WHAT THIS TASK INVOLVES:
Determine the number of lines in the data below that contain the string "lists", and respond with that number alone.

--- START ---

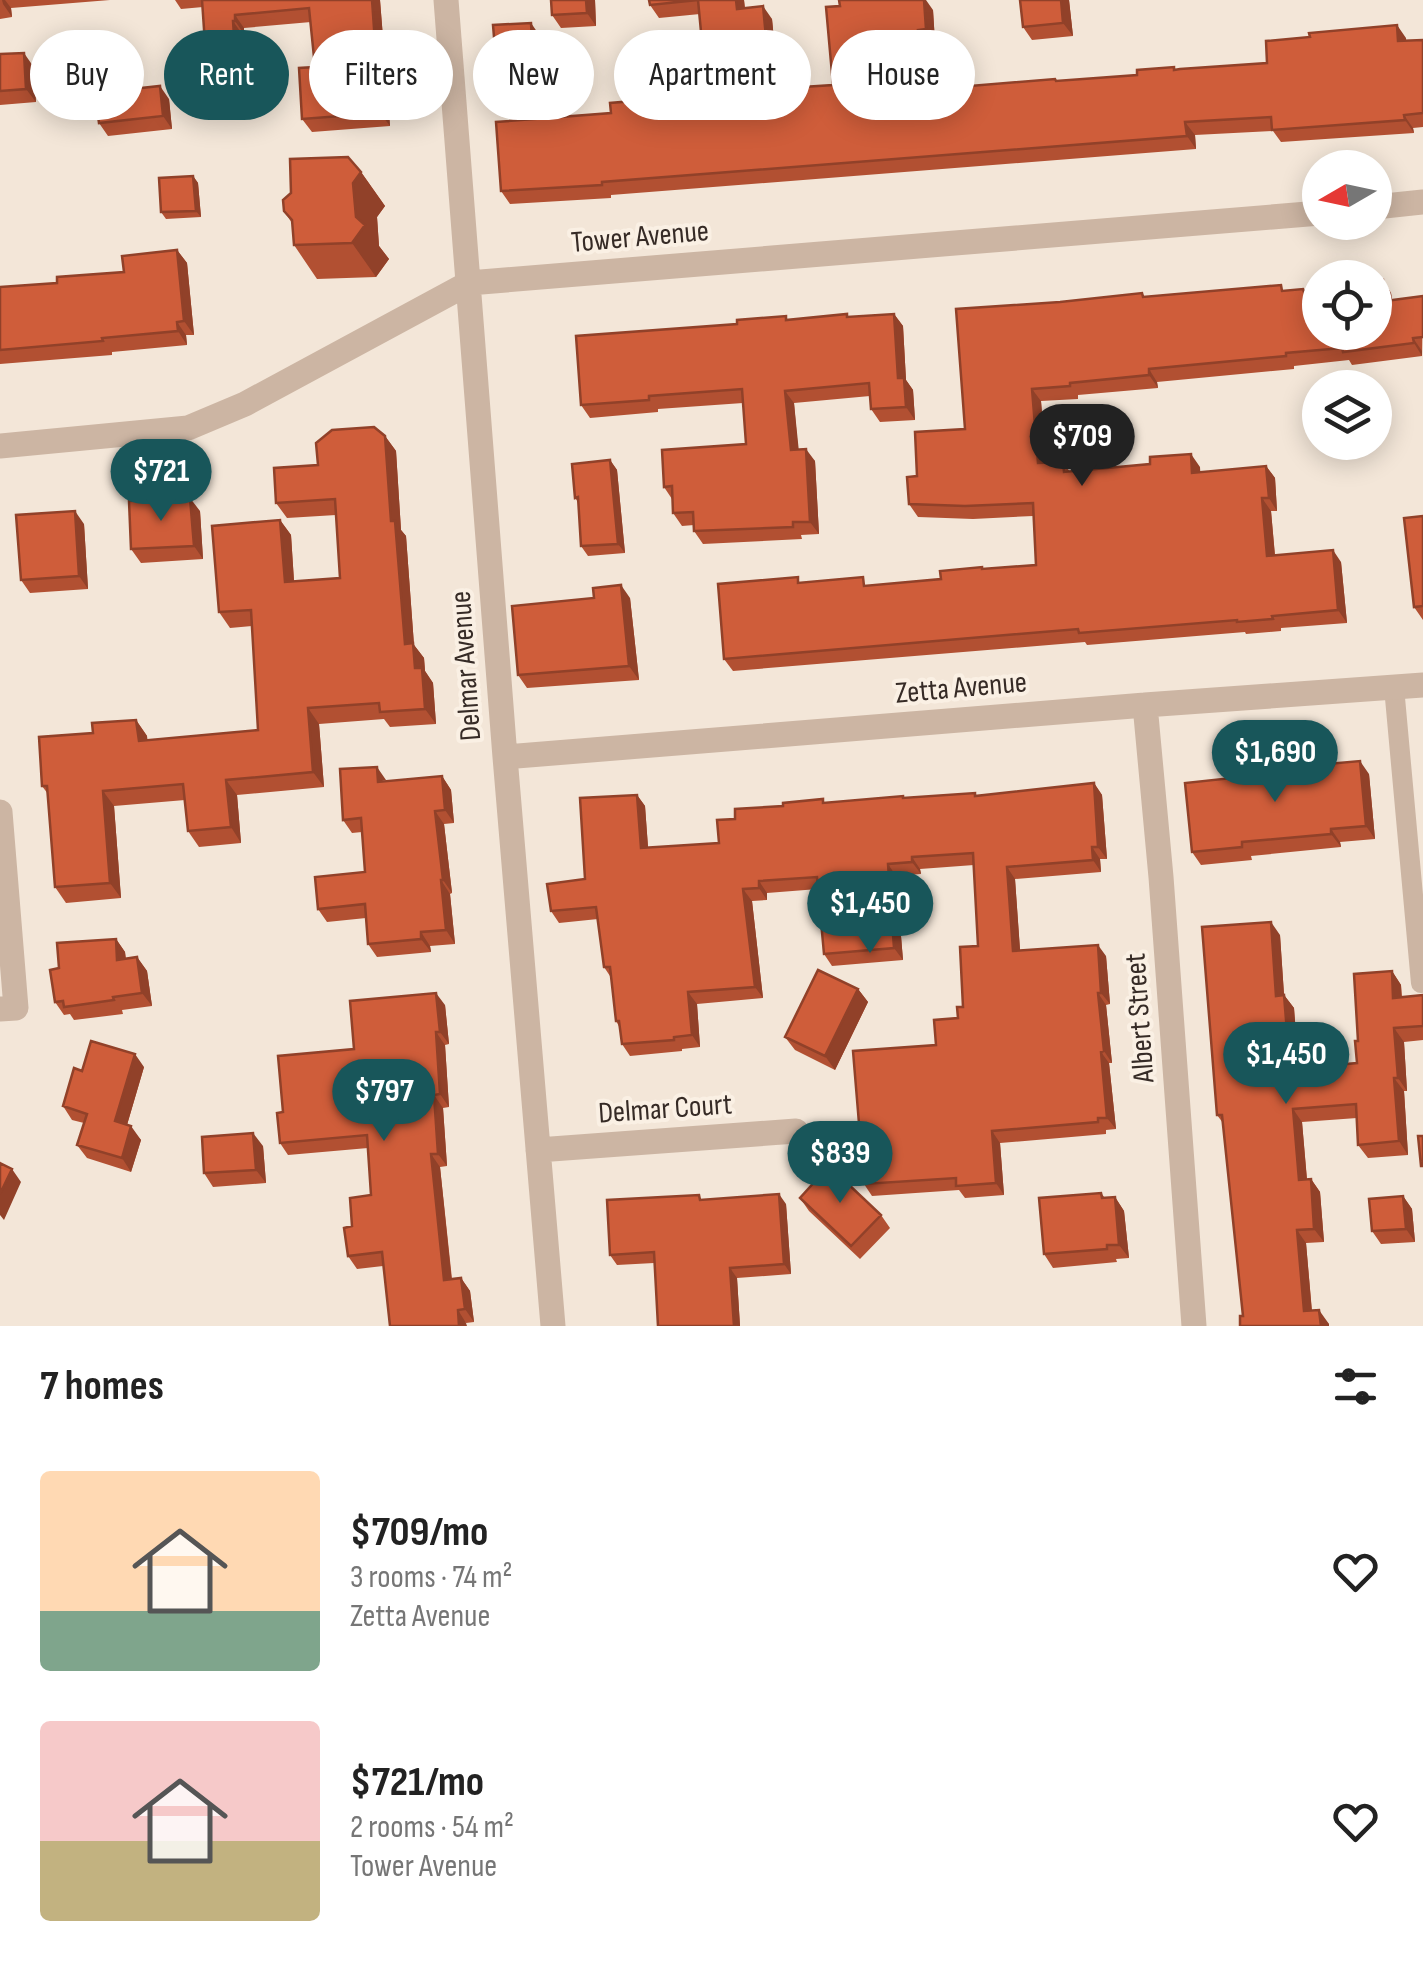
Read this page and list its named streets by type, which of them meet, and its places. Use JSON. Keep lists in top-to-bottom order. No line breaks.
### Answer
{"streets":{"street":["Tower Avenue","Delmar Avenue","Zetta Avenue","Albert Street","Delmar Court"]},"crossings":[["Tower Avenue","Delmar Avenue"],["Delmar Avenue","Zetta Avenue"],["Delmar Avenue","Delmar Court"],["Zetta Avenue","Albert Street"]],"north":"left","page":{"chip":["Buy","Rent","Filters","New","Apartment","House"],"price":["$709","$721","$1,690","$1,450","$1,450","$797","$839"],"heading":"7 homes","list":[{"name":"$709/mo","note":"3 rooms · 74 m² · Zetta Avenue"},{"name":"$721/mo","note":"2 rooms · 54 m² · Tower Avenue"}]}}
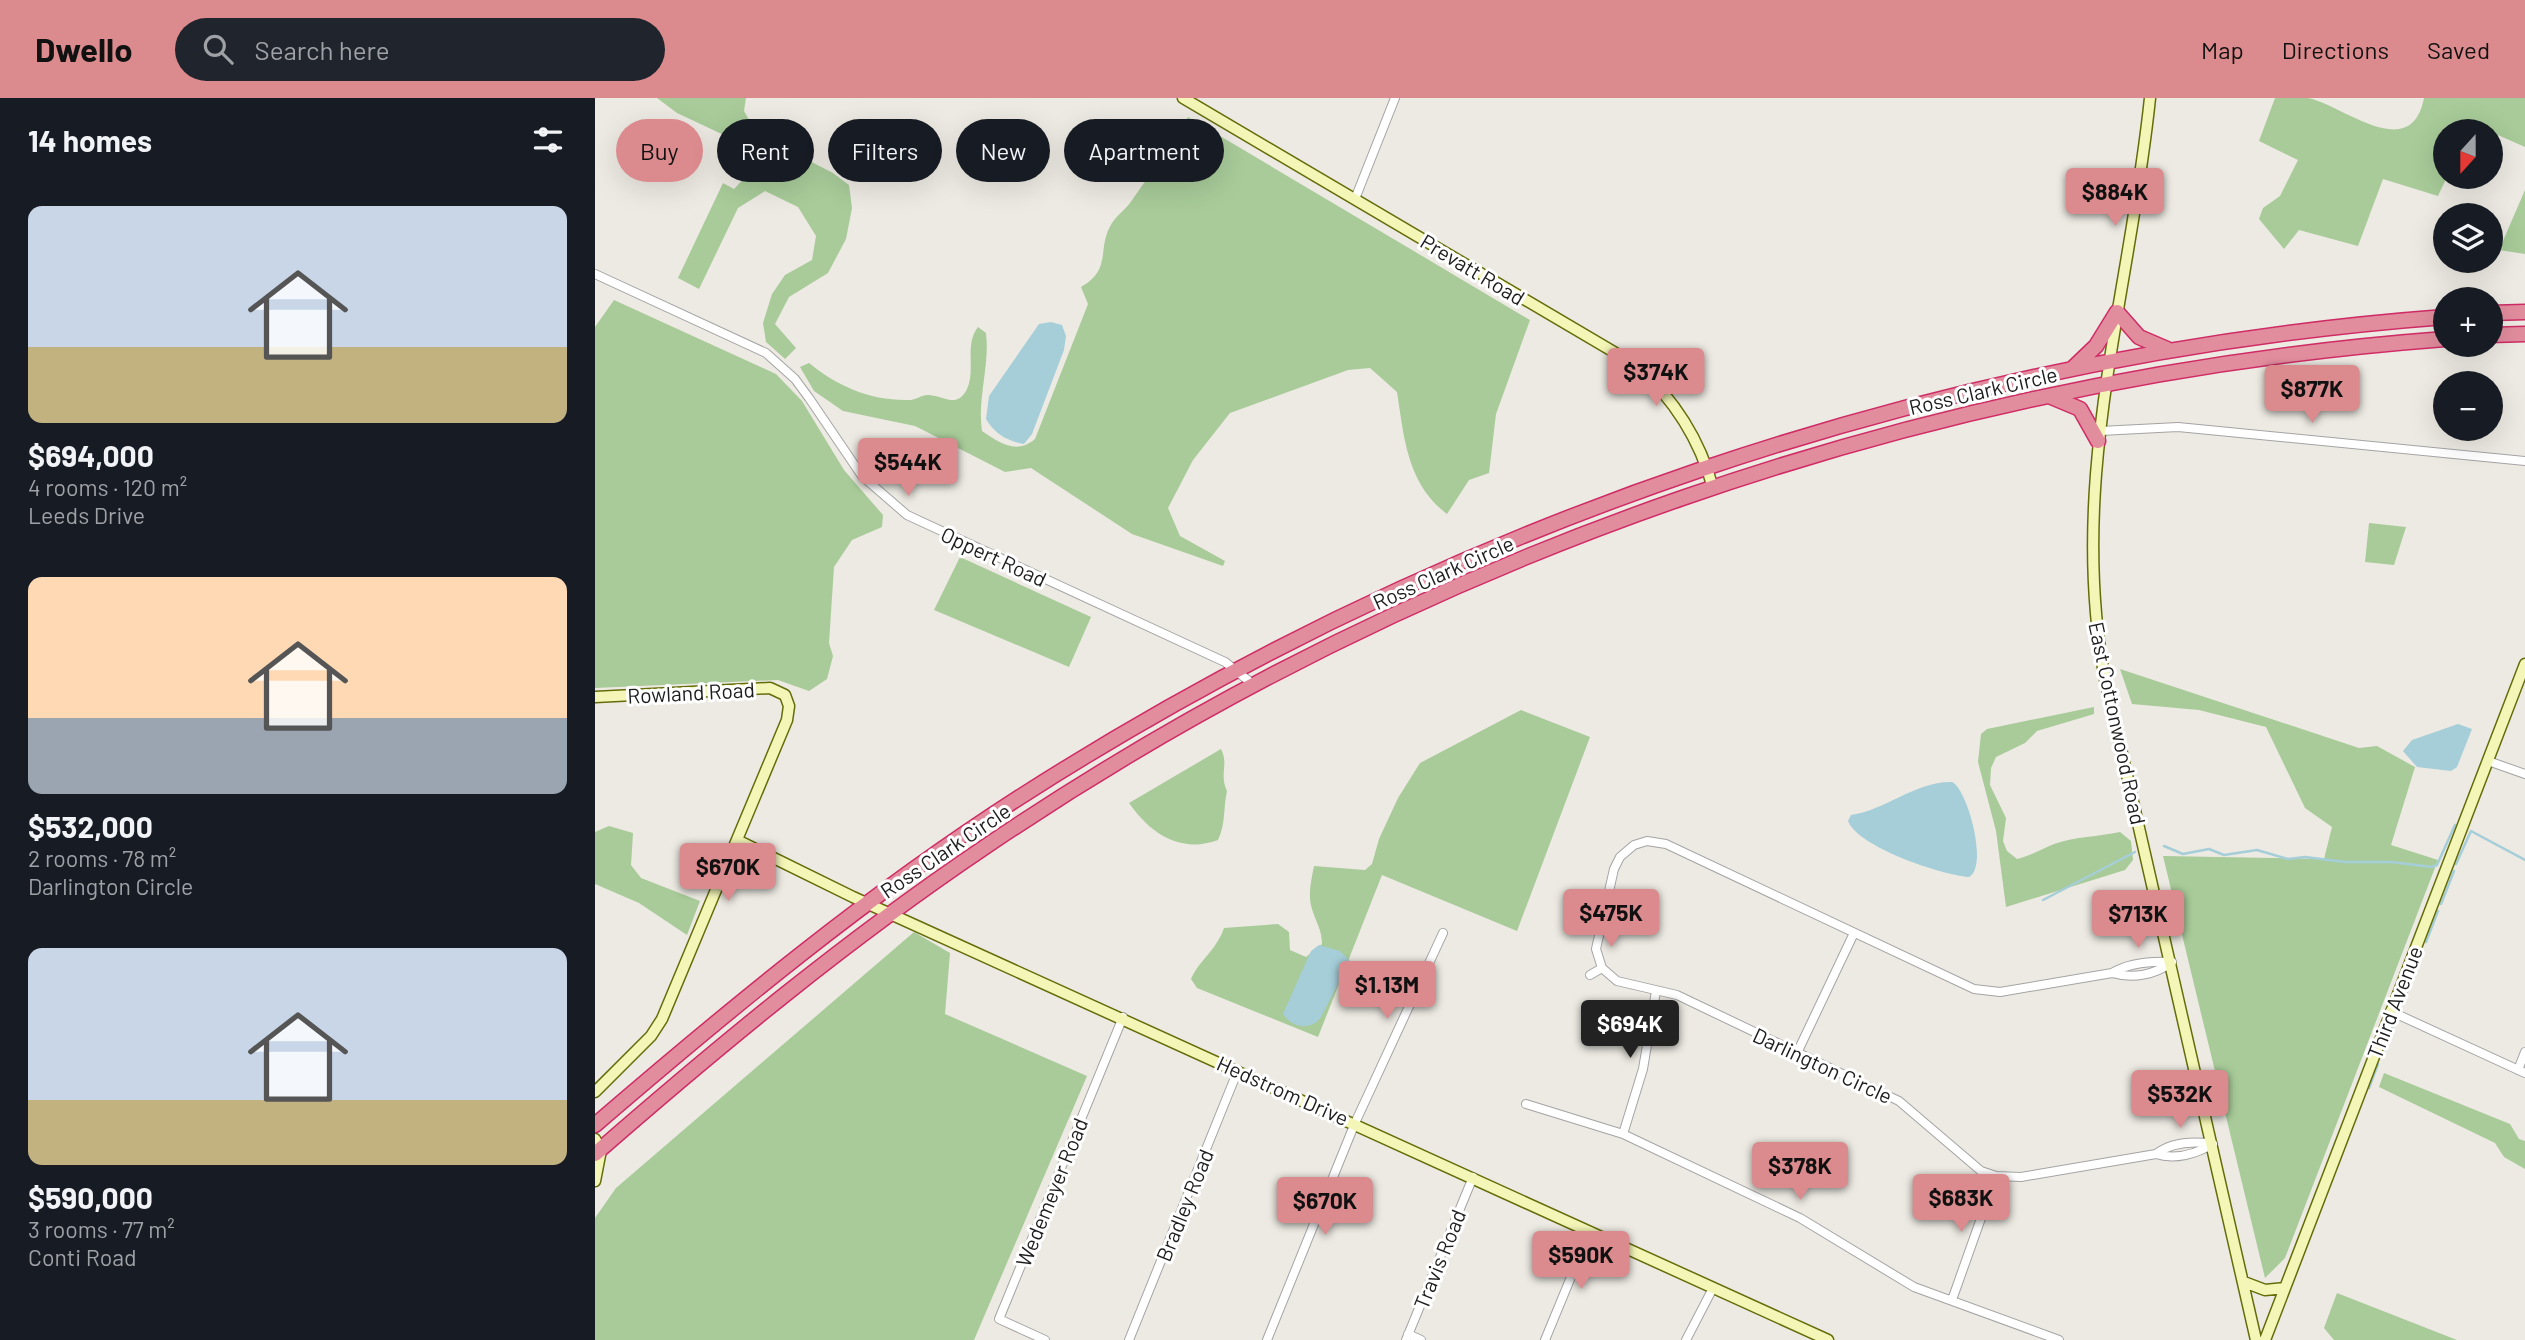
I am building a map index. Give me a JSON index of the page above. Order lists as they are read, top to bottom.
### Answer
{
  "streets": {
    "highway": ["Ross Clark Circle"],
    "street": [
      "Prevatt Road",
      "Oppert Road",
      "Rowland Road",
      "East Cottonwood Road",
      "Third Avenue",
      "Darlington Circle",
      "Hedstrom Drive",
      "Wedemeyer Road",
      "Bradley Road",
      "Travis Road"
    ]
  },
  "crossings": [
    ["Prevatt Road", "Ross Clark Circle"],
    ["Ross Clark Circle", "Oppert Road"],
    ["Ross Clark Circle", "East Cottonwood Road"],
    ["Ross Clark Circle", "Hedstrom Drive"],
    ["Rowland Road", "Hedstrom Drive"],
    ["East Cottonwood Road", "Darlington Circle"],
    ["Hedstrom Drive", "Wedemeyer Road"],
    ["Hedstrom Drive", "Bradley Road"],
    ["Hedstrom Drive", "Travis Road"]
  ],
  "north": "bottom",
  "page": {
    "header": "Dwello",
    "search": "Search here",
    "nav": ["Map", "Directions", "Saved"],
    "heading": "14 homes",
    "map_buttons": ["+", "−"],
    "chip": [
      "Buy",
      "Rent",
      "Filters",
      "New",
      "Apartment"
    ],
    "price": [
      "$884K",
      "$374K",
      "$877K",
      "$544K",
      "$670K",
      "$475K",
      "$713K",
      "$1.13M",
      "$694K",
      "$532K",
      "$378K",
      "$683K",
      "$670K",
      "$590K"
    ],
    "list": [
      {
        "name": "$694,000",
        "note": "4 rooms · 120 m² · Leeds Drive"
      },
      {
        "name": "$532,000",
        "note": "2 rooms · 78 m² · Darlington Circle"
      },
      {
        "name": "$590,000",
        "note": "3 rooms · 77 m² · Conti Road"
      }
    ]
  }
}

--- END ---

RESPONSE TO THE TASK:
2